>>>

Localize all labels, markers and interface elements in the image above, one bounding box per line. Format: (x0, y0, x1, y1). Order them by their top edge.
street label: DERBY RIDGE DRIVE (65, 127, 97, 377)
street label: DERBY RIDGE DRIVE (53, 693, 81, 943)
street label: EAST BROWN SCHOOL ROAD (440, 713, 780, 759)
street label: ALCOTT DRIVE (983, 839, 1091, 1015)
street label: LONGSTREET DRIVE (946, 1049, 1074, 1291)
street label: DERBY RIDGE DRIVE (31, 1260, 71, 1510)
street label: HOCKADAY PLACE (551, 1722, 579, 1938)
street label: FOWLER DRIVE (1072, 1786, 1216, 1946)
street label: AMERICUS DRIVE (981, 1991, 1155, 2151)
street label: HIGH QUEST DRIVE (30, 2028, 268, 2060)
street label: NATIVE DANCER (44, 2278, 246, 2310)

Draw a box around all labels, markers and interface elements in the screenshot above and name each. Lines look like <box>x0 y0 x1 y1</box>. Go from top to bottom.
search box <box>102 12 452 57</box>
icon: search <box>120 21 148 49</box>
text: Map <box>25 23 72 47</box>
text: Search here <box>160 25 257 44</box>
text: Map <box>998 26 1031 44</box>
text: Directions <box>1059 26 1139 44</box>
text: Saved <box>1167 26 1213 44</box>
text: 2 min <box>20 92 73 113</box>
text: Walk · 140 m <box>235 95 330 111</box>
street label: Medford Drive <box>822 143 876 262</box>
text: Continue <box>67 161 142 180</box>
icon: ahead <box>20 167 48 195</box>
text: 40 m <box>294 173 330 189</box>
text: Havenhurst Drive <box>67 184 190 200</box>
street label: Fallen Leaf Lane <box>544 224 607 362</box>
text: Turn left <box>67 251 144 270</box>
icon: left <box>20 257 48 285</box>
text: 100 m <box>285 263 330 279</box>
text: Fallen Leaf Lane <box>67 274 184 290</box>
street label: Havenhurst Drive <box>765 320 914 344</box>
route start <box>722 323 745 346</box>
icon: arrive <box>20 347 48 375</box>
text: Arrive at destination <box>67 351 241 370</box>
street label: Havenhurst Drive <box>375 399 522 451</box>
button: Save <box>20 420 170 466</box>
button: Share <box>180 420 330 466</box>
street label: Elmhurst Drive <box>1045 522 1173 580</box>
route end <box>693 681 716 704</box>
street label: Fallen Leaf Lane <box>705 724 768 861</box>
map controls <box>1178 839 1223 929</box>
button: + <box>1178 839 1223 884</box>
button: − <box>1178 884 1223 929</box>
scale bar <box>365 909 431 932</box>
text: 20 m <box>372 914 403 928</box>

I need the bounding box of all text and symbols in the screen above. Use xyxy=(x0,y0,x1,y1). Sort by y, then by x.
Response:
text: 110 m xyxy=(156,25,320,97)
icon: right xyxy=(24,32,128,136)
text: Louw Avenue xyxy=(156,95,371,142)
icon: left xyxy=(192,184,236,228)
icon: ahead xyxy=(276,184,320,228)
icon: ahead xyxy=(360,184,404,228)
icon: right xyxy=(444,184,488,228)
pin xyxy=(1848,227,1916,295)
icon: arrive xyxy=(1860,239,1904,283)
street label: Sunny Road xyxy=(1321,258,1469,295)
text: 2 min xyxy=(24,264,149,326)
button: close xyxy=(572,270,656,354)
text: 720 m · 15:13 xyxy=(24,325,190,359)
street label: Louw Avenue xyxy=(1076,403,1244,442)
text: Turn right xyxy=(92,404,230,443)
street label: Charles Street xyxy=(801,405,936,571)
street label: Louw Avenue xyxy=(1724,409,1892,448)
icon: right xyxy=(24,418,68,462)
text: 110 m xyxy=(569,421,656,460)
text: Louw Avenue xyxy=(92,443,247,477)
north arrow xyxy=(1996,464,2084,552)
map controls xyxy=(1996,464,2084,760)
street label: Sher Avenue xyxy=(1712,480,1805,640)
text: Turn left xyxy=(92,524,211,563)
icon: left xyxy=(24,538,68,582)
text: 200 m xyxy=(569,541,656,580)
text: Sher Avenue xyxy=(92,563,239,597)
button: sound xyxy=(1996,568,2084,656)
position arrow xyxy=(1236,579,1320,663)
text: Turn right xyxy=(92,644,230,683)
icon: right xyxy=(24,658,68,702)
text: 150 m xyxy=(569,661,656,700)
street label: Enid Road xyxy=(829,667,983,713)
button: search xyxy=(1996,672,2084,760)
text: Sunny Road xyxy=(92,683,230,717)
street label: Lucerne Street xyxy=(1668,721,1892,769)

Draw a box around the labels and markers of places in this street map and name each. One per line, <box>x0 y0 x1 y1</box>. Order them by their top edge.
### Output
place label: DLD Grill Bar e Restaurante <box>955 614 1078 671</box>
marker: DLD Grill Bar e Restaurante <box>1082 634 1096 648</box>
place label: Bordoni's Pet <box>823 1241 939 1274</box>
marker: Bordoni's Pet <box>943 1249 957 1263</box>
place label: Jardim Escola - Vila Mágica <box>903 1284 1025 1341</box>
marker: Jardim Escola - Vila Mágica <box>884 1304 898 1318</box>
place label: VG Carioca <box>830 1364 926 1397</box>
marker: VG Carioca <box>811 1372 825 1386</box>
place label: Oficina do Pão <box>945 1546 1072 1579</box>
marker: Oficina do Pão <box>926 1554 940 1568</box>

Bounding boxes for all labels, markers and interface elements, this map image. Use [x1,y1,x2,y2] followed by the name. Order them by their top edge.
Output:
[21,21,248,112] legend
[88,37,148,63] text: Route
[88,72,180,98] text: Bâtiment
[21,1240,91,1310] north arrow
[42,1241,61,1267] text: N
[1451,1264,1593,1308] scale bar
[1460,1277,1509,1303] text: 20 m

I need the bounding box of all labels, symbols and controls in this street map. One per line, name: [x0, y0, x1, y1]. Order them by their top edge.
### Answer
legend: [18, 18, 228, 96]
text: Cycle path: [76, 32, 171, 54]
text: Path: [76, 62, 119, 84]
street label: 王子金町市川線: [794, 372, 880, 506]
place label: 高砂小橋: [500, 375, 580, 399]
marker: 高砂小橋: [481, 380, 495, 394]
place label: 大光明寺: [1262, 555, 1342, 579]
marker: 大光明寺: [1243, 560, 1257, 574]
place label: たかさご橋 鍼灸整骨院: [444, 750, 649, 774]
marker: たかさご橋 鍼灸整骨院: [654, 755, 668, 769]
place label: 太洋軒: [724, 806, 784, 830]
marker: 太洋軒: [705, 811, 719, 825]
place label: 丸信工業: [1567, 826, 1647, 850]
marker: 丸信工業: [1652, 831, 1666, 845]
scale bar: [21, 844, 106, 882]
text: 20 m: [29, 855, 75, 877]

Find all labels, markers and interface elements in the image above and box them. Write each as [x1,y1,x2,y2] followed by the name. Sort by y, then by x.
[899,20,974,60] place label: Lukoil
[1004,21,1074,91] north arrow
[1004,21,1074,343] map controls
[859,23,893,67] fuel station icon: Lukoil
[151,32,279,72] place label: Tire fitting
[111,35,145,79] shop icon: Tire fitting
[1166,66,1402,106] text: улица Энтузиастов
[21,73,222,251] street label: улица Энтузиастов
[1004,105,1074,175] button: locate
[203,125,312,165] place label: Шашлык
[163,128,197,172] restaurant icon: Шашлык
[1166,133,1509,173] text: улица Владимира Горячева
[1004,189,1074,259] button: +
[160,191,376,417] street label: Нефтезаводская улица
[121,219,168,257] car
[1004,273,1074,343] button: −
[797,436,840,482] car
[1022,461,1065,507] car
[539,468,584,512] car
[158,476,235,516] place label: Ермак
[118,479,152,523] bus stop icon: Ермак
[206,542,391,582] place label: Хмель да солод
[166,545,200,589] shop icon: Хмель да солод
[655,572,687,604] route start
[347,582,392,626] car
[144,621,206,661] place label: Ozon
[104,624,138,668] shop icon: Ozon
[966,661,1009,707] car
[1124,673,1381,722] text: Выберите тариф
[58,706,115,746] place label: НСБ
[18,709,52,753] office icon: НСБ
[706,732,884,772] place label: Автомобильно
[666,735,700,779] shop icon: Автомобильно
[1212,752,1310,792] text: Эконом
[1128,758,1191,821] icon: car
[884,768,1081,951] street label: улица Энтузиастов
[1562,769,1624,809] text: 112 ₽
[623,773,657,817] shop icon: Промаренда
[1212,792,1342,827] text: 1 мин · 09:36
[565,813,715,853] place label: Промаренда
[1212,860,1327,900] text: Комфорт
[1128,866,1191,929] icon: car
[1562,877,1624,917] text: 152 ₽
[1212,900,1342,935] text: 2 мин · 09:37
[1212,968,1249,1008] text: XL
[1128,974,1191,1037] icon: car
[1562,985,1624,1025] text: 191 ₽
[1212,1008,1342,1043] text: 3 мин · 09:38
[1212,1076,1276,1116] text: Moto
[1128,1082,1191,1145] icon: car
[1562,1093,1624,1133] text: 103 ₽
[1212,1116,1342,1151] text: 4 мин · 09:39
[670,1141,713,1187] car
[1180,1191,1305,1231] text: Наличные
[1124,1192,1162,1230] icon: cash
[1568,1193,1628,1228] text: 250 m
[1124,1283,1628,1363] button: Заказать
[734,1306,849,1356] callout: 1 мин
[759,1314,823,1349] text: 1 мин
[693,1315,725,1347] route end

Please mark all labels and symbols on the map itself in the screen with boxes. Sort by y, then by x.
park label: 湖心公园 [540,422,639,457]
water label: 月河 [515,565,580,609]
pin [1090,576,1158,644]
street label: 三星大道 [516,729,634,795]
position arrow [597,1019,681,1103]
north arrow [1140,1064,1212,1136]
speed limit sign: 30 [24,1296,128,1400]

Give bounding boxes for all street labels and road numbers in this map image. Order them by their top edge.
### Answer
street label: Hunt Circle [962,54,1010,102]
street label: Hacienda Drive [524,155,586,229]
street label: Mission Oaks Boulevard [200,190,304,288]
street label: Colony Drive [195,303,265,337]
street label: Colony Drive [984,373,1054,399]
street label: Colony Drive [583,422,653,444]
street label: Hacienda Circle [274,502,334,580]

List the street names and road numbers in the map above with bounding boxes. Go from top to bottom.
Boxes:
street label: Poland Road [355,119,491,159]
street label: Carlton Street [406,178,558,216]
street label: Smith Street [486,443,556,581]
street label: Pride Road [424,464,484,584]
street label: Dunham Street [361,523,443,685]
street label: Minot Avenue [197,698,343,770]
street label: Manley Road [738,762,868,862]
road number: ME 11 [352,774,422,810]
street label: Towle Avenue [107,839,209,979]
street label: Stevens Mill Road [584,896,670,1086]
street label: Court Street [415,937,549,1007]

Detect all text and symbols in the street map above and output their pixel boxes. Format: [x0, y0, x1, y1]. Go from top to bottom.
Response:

<<<

:: Task goal ::
In the material, find each line with the word "need" and list it.

:: Answer to this task ::
I need the bounding box of all text and symbols in the screen above. Use xyxy=(x0,y0,x1,y1). Sort by y, then by x.
I need the bounding box of all labels, symbols and controls in this street map. One per line, name: [x0, y0, x1, y1]. Order them by their top edge.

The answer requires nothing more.